Commissioner issues Decision Impact Statement for SDI Group Pty Ltd

Yesterday the Commissioner issued a Decision Impact Statement for the decision of the Tribunal in SDI Group Pty Ltd and Commissioner of Taxation [2012] AATA 763 where the Tribunal found that the applicant (vendor) and the purchaser of commercial property had satisfied the requirement that the parties agree that the sale was a supply of the going concern, notwithstanding that no such agreement was provided for in the Contract of Sale.  My post discussing the decision can be found here.

Before the Tribunal the Commissioner contended that the parties had not “agreed in writing” that the sale was the supply of a going concern, and that the tax invoice and Statutory Declaration prepared by the vendor referring to the sale being of a going concern were “unilateral documents”.  The Tribunal found in favour of the applicant on the basis that there was sufficient evidence that the applicant and purchaser agreed in writing that the supply involved a going concern.

In the Decision Impact Statement the Commissioner accepts that the finding of the Tribunal was open on the evidence and considers that the decision does not differ in principle from the requirements in GSTR 2002/5 ‘Goods and services tax: when is a ‘supply of a going concern’ GST-free.  Paragraph 181 of the Ruling states as follows:

The term ‘agreed in writing’ means that the supplier and the recipient have made a mutual declaration in such form that clearly evidences that they agree that the supply, being the supply under an arrangement of everything necessary for the continued operation of the enterprise, is a ‘supply of a going concern’.
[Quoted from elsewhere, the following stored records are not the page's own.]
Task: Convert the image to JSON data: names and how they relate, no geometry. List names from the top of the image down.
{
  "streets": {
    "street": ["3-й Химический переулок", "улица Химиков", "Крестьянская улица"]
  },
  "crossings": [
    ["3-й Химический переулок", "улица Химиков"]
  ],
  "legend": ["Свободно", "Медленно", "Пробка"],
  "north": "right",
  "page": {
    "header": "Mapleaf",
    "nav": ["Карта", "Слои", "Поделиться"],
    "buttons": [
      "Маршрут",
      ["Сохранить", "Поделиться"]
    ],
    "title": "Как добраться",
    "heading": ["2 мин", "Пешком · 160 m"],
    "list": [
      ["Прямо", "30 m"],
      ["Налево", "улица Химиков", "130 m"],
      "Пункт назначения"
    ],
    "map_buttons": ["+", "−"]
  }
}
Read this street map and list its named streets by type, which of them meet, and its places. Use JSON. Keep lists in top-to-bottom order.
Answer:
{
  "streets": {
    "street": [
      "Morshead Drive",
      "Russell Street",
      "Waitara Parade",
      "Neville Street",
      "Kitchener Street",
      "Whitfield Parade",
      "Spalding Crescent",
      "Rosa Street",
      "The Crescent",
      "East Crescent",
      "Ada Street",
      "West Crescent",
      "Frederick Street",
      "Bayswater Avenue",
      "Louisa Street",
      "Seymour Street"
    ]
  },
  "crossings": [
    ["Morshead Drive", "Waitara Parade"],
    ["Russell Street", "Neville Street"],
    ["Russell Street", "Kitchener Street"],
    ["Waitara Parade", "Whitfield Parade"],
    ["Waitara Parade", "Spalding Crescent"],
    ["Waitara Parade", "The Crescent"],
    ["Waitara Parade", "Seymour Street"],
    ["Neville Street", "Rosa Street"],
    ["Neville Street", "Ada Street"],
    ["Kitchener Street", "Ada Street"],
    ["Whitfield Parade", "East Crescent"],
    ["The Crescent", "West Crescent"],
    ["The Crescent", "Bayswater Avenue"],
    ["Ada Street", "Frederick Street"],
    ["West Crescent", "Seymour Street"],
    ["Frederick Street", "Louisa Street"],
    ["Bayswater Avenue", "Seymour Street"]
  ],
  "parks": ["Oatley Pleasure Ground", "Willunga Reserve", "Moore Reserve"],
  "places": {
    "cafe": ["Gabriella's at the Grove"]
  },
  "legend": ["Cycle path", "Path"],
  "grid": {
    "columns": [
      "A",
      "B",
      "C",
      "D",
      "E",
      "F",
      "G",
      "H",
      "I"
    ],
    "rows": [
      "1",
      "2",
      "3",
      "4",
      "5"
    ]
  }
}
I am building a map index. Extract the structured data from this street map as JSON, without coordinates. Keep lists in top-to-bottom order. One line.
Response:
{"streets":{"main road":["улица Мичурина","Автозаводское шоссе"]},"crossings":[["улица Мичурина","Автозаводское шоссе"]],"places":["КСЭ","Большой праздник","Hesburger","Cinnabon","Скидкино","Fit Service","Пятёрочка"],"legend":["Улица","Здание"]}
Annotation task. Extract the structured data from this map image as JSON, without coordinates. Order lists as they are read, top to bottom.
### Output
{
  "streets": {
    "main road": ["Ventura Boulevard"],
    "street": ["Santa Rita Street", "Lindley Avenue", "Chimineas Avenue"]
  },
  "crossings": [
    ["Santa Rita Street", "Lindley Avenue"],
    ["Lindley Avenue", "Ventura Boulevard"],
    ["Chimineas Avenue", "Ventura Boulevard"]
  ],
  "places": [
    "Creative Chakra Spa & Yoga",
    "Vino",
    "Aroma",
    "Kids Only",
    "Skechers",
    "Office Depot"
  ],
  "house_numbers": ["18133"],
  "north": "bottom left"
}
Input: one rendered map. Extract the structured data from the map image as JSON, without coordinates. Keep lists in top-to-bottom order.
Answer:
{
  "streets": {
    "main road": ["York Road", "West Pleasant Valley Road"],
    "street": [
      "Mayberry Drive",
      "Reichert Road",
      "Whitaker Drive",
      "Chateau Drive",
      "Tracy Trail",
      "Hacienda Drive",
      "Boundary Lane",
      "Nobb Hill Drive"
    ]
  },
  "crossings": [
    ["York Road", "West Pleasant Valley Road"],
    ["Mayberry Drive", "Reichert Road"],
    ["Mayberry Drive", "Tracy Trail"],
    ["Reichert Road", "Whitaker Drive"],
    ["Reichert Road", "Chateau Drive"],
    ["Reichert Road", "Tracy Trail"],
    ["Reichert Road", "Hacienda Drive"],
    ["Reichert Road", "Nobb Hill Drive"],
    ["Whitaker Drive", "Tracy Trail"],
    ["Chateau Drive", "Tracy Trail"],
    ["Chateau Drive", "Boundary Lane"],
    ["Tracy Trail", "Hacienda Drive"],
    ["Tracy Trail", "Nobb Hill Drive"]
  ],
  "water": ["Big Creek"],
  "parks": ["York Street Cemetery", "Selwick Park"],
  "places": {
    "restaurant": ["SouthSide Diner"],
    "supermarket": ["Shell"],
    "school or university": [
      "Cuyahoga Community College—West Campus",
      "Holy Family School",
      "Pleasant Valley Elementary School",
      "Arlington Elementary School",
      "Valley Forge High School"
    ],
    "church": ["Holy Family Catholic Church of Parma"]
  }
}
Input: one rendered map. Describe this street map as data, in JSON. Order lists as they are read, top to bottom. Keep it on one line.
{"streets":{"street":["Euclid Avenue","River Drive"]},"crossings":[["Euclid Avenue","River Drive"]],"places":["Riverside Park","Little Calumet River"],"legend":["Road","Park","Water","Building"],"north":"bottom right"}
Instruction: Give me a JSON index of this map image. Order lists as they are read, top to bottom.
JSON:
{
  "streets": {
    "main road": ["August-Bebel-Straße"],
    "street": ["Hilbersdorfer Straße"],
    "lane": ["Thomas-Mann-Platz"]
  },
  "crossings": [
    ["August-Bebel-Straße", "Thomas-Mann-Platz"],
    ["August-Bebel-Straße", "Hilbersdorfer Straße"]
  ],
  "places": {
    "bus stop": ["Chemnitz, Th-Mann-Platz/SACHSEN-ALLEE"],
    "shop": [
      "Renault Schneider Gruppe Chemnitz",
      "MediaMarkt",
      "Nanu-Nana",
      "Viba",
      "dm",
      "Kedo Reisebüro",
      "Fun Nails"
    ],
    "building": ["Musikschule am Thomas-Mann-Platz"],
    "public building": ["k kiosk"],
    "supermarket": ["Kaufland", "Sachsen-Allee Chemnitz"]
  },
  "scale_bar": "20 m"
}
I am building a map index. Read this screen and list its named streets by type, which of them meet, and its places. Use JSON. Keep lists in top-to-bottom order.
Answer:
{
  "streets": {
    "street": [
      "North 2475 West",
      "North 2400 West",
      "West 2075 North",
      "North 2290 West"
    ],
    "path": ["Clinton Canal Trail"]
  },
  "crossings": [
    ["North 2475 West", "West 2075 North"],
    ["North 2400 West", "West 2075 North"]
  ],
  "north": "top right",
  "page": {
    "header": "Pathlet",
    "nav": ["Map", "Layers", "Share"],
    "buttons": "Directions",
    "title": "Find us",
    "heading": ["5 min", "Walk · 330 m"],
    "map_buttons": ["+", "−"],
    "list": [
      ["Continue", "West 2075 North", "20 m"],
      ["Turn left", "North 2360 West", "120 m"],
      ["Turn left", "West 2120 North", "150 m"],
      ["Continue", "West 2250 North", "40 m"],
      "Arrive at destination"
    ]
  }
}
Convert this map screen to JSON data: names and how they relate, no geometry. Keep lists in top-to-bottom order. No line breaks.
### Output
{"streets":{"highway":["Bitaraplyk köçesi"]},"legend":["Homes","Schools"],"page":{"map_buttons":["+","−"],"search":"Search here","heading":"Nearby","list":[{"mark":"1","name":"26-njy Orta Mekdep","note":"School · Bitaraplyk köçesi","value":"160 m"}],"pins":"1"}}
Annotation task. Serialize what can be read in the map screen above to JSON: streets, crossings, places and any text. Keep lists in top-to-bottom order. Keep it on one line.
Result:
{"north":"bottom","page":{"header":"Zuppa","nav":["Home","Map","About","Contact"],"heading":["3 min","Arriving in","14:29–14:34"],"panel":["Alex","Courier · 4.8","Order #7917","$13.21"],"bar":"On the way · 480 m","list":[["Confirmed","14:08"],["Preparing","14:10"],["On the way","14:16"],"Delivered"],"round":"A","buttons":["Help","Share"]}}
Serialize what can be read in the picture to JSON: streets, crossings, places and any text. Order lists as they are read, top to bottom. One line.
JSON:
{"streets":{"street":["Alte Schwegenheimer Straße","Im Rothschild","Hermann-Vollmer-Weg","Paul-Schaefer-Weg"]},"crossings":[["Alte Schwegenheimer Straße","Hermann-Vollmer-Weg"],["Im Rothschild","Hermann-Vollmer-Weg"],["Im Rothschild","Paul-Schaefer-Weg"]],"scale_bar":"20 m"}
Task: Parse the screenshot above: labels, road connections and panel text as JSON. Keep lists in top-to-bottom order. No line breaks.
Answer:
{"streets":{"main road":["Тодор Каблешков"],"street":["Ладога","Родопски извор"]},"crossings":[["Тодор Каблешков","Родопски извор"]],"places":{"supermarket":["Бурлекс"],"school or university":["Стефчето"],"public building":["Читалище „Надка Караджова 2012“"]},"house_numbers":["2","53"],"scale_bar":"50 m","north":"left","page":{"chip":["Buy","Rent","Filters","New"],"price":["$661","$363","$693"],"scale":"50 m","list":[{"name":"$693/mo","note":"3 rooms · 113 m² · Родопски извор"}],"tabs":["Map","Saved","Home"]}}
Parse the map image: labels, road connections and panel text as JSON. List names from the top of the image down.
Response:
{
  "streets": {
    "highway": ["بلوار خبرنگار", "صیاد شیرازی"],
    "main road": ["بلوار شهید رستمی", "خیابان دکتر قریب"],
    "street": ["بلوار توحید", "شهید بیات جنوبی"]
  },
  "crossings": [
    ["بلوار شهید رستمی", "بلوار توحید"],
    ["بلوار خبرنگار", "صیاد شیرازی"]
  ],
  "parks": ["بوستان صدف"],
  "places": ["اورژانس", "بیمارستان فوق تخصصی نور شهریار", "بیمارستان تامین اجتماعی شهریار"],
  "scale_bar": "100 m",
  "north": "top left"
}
Before the Tribunal, the concern of the Commissioner appeared to be that the applicant could not point to a document evidencing an agreement in writing which was signed by the purchaser, the only documents available having been prepared and executed by the supplier.  The Decision Impact Statement deals with the finding of the Tribunal that the parties nevertheless “agreed in writing” that the sale was of a going concern as follows:

The ATO believes that it is the Tribunal’s view that, at the time the recipient executed the contract, the parties intended and agreed in writing that the supply was of a going concern.  Further, by the time of settlement, the parties had confirmed, through further correspondence, that intention.

We also believe that the decision does not support a view that unilateral documents are sufficient to constitute an agreement in writing as contemplated by paragraph (c) of subsection 38-325(1) of the GST Act.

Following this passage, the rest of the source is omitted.